The alpha premultiplication feature is anyway completely misplaced in this class (from a software architecture perspective), and I didn't find any way to disable it. Even though the documentation claims that this is the "mathematically correct way" (I'm actually not convinced about that), there are plenty of cases in which you don't want to use alpha premultiplication, or have done it beforehand (e.g. for performance reasons).
After all, loading a texture with the low-level API is quite simple unless you need it to handle different image formats. Here is some scala code which works nicely for all my RGBA texture images:
val textureIDList = new Array[Int](1)
gl.glGenTextures(1, textureIDList, 0)
gl.glBindTexture(GL.GL_TEXTURE_2D, textureIDList(0))
gl.glTexParameterf(GL.GL_TEXTURE_2D, GL.GL_TEXTURE_MIN_FILTER, GL.GL_LINEAR)
gl.glTexParameterf(GL.GL_TEXTURE_2D, GL.GL_TEXTURE_MAG_FILTER, GL.GL_LINEAR)
val dataBuffer = image.getRaster.getDataBuffer // image is a java.awt.image.BufferedImage (loaded from a PNG file)

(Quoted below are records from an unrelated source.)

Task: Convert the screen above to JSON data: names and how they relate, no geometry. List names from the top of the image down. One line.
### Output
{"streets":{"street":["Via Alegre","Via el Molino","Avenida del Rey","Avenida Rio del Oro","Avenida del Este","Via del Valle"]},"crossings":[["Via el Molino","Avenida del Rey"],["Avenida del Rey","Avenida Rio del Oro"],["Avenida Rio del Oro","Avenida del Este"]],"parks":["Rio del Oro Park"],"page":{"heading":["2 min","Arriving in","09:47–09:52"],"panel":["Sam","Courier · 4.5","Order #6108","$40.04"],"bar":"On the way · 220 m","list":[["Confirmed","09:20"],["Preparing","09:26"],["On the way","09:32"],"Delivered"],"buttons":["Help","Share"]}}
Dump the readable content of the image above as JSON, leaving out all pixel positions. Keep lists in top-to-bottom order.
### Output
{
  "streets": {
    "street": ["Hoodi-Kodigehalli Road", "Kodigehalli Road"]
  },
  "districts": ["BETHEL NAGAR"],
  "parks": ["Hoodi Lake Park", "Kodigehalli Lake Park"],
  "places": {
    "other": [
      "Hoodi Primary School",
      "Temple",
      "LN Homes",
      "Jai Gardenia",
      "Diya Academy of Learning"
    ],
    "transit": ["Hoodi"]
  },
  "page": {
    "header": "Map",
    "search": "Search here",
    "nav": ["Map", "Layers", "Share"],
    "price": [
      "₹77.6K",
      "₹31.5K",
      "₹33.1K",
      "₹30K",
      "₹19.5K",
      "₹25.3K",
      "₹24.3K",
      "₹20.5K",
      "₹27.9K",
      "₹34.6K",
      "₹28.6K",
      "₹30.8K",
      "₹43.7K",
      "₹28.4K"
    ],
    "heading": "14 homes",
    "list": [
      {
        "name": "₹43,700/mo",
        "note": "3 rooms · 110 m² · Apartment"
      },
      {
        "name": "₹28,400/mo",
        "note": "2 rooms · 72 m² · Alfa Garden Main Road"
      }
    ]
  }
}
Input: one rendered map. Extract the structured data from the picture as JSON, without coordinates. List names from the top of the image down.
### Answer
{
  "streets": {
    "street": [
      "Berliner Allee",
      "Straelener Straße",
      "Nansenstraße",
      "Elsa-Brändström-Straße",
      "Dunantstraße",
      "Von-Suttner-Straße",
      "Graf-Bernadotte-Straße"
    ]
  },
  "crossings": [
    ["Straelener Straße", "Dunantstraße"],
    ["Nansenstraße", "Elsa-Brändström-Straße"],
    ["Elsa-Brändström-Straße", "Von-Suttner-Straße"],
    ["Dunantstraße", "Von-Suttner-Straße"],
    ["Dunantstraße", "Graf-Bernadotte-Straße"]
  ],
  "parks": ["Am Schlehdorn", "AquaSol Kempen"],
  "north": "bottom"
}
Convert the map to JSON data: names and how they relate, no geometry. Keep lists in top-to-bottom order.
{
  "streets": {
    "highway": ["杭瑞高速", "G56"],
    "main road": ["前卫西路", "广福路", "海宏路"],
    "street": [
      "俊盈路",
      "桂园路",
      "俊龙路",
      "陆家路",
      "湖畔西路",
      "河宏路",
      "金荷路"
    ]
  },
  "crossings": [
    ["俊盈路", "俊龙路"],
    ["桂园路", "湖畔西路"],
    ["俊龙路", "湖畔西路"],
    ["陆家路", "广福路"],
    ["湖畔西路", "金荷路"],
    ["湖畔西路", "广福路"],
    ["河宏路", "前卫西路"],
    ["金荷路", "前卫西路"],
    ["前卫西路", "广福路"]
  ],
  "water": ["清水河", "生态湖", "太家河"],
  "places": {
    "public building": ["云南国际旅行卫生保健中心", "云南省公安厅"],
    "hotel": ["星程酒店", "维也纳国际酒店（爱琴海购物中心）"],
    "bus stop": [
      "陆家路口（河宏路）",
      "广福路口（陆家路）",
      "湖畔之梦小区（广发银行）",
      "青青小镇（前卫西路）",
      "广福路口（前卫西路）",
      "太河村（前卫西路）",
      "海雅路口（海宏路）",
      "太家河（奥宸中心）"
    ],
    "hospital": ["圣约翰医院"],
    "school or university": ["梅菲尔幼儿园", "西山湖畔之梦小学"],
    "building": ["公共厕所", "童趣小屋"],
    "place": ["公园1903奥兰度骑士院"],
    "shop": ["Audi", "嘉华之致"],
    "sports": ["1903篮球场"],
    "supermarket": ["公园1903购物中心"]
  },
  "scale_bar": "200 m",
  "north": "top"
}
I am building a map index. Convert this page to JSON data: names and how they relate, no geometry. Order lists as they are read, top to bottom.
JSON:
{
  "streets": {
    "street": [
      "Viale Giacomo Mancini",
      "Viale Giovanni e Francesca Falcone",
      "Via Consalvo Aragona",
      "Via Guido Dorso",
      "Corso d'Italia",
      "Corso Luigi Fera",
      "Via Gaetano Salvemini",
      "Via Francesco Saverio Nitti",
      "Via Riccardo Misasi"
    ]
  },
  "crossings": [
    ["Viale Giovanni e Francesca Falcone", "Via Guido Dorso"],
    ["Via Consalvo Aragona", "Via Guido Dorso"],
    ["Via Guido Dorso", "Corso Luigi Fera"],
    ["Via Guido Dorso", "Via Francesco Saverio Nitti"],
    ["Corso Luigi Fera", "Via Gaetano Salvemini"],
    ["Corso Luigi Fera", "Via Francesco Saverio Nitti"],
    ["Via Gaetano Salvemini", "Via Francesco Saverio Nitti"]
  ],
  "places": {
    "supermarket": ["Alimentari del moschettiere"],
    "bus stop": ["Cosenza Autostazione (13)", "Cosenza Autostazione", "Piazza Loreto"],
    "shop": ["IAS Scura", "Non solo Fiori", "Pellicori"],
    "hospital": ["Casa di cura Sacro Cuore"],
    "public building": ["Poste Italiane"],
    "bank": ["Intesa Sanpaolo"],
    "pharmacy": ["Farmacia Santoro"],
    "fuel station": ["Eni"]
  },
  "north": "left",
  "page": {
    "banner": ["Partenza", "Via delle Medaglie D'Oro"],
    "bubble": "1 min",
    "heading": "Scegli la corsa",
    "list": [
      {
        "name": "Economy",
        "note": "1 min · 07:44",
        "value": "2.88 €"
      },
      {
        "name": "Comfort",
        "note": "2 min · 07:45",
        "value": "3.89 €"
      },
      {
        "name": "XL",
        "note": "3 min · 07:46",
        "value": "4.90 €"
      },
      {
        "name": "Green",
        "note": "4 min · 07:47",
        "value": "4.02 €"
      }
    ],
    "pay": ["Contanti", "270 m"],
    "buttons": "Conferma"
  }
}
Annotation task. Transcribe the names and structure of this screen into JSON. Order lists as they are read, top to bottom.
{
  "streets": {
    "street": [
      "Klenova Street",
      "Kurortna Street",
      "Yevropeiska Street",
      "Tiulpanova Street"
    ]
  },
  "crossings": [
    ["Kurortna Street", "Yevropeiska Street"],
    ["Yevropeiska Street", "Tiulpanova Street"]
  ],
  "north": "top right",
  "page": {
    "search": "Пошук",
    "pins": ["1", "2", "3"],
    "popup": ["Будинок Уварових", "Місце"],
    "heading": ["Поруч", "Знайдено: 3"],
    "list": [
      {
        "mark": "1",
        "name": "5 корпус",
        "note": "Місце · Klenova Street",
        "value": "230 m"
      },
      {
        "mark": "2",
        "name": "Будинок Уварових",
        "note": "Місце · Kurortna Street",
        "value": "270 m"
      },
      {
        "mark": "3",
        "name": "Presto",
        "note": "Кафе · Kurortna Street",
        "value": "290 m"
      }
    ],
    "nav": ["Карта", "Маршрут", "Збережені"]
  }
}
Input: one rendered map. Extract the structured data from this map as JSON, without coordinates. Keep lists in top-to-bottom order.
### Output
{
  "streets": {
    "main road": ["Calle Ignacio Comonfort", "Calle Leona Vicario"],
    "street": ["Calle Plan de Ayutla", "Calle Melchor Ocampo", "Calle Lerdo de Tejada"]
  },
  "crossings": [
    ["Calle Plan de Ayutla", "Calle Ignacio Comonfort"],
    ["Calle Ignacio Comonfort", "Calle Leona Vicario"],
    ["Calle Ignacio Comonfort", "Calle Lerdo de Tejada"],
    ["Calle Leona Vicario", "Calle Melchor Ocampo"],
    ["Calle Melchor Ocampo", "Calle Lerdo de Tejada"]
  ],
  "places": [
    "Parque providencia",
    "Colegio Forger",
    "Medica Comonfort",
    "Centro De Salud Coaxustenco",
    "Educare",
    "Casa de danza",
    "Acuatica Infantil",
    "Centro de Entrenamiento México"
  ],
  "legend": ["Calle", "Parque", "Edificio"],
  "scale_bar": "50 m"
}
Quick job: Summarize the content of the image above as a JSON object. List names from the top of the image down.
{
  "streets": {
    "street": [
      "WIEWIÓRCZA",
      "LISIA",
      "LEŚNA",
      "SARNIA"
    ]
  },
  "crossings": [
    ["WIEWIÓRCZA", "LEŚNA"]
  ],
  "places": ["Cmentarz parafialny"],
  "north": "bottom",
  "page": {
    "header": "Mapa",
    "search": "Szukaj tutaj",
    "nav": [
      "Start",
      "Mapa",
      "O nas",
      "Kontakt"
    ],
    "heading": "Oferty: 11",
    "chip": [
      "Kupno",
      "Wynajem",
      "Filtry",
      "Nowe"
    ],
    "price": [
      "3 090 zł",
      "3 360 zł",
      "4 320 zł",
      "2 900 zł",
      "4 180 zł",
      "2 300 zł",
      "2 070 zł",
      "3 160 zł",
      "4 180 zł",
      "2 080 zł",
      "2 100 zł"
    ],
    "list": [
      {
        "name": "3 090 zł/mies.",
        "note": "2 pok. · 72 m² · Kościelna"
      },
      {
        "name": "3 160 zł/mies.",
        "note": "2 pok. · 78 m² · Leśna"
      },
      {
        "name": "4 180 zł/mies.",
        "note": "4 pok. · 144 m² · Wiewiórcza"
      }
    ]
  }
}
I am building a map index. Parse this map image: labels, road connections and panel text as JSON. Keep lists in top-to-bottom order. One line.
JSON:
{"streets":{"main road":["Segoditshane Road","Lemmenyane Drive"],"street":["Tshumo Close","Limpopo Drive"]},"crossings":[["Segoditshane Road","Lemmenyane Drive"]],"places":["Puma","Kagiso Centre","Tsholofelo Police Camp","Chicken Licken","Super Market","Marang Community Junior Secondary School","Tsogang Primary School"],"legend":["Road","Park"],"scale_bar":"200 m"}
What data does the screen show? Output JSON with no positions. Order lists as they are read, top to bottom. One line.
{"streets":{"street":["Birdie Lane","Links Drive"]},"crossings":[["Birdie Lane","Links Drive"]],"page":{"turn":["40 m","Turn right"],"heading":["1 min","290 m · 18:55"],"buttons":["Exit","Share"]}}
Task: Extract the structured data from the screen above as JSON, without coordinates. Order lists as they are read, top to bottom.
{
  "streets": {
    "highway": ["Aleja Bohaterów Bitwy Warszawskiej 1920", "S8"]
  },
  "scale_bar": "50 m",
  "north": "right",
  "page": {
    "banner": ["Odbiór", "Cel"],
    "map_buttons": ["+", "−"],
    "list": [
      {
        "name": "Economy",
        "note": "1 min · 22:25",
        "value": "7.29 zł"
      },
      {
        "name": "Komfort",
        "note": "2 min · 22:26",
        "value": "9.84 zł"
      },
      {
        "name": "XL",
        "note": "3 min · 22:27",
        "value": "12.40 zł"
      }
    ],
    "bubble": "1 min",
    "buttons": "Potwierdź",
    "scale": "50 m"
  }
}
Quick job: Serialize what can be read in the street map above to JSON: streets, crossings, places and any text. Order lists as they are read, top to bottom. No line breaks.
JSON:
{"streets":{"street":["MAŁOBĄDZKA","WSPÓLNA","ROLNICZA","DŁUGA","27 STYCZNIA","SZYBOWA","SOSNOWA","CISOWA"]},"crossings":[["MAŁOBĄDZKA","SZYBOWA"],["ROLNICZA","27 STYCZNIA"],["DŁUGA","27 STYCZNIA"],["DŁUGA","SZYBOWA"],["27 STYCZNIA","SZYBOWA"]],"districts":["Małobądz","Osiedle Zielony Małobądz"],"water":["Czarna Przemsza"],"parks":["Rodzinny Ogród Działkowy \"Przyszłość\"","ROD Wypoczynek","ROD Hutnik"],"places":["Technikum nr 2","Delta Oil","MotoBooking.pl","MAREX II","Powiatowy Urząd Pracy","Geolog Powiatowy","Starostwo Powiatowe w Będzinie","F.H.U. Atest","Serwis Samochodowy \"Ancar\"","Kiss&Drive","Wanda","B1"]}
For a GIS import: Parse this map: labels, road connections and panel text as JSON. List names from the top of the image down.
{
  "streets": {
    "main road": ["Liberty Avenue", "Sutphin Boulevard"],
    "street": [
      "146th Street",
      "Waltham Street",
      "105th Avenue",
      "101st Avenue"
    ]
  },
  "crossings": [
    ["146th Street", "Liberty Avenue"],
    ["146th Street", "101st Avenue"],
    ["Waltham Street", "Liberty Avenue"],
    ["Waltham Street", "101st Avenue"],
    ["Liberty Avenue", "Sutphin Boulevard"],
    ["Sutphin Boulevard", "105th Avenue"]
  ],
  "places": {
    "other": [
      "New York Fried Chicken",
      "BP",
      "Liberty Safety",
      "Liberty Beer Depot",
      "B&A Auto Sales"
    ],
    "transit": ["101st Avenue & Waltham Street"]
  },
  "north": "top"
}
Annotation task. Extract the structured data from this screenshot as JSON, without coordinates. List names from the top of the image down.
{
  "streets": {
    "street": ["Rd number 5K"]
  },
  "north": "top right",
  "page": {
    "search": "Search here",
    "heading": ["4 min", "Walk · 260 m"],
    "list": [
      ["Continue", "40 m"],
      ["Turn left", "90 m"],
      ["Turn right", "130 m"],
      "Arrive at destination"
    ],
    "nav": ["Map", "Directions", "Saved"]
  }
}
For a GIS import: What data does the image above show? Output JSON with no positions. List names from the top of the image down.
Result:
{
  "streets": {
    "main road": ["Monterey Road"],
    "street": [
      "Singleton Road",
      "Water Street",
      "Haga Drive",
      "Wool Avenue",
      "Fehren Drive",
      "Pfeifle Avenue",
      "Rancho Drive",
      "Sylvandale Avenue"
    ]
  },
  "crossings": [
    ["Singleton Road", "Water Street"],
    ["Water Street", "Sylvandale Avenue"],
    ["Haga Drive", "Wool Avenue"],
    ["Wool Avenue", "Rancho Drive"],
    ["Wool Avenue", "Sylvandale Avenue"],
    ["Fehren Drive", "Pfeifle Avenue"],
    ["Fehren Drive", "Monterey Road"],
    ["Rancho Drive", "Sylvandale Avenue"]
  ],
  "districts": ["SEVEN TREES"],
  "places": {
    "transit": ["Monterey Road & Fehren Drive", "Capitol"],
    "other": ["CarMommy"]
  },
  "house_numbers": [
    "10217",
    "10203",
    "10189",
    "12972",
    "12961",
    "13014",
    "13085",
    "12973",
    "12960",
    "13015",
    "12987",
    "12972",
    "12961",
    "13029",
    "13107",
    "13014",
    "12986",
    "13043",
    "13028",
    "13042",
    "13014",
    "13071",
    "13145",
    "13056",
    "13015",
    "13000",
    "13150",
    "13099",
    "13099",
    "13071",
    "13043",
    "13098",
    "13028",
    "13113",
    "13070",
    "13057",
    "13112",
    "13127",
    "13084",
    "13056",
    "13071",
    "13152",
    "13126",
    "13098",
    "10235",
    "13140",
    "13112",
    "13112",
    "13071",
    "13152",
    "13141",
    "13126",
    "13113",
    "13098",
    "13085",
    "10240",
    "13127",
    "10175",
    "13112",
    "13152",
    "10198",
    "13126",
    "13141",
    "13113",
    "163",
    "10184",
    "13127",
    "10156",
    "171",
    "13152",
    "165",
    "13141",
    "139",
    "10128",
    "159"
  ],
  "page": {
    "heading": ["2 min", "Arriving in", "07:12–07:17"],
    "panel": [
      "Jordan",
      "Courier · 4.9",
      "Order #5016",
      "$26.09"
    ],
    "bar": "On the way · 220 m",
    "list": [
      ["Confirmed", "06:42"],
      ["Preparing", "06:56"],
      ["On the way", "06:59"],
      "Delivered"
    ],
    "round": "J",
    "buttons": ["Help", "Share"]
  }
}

val buffer: Buffer = dataBuffer match {
case b: DataBufferByte => ByteBuffer.wrap(b.getData)
case _ => null
}
gl.glTexImage2D(GL.GL_TEXTURE_2D, 0, GL.GL_RGBA, image.getWidth, image.getHeight, 0, GL.GL_RGBA, GL.GL_UNSIGNED_BYTE, buffer)
...
gl.glDeleteTextures(1, textureIDList, 0)
I'm not sure that it will completely close the performance gap, but you should be able to use the ImageIO.read method that takes a InputStream and pass in a BufferedInputStream wrapping a FileInputStream. This should greatly reduce the number of native file I/O calls that the JVM has to perform. It would look like this:
File file = new File(fileName); FileInputStream fis = new FileInputStream(file); BufferedInputStream bis = new BufferedInputStream(fis, 8192); //8K reads BufferedImage image = ImageIO.read(bis);
Have you looked into JAI (Java Advanced Imaging) by any chance, it implements native acceleration for tasks such as png compressing/decompression. The Java implementation of PNG decompression may be the issue here. Which version of jvm are you using ?
I work with applications which load and render thousands of textures, for this I use a pure Java implementation of DDS format - available with NASA WorldWind. DDS Textures load into GL faster since it is understood by the graphics card.
I appreciate your benchmarking and would like to use your experiments to test out DDS load times. Also tweak the memory available to JAI and JVM to allow loading of more segments and decompression.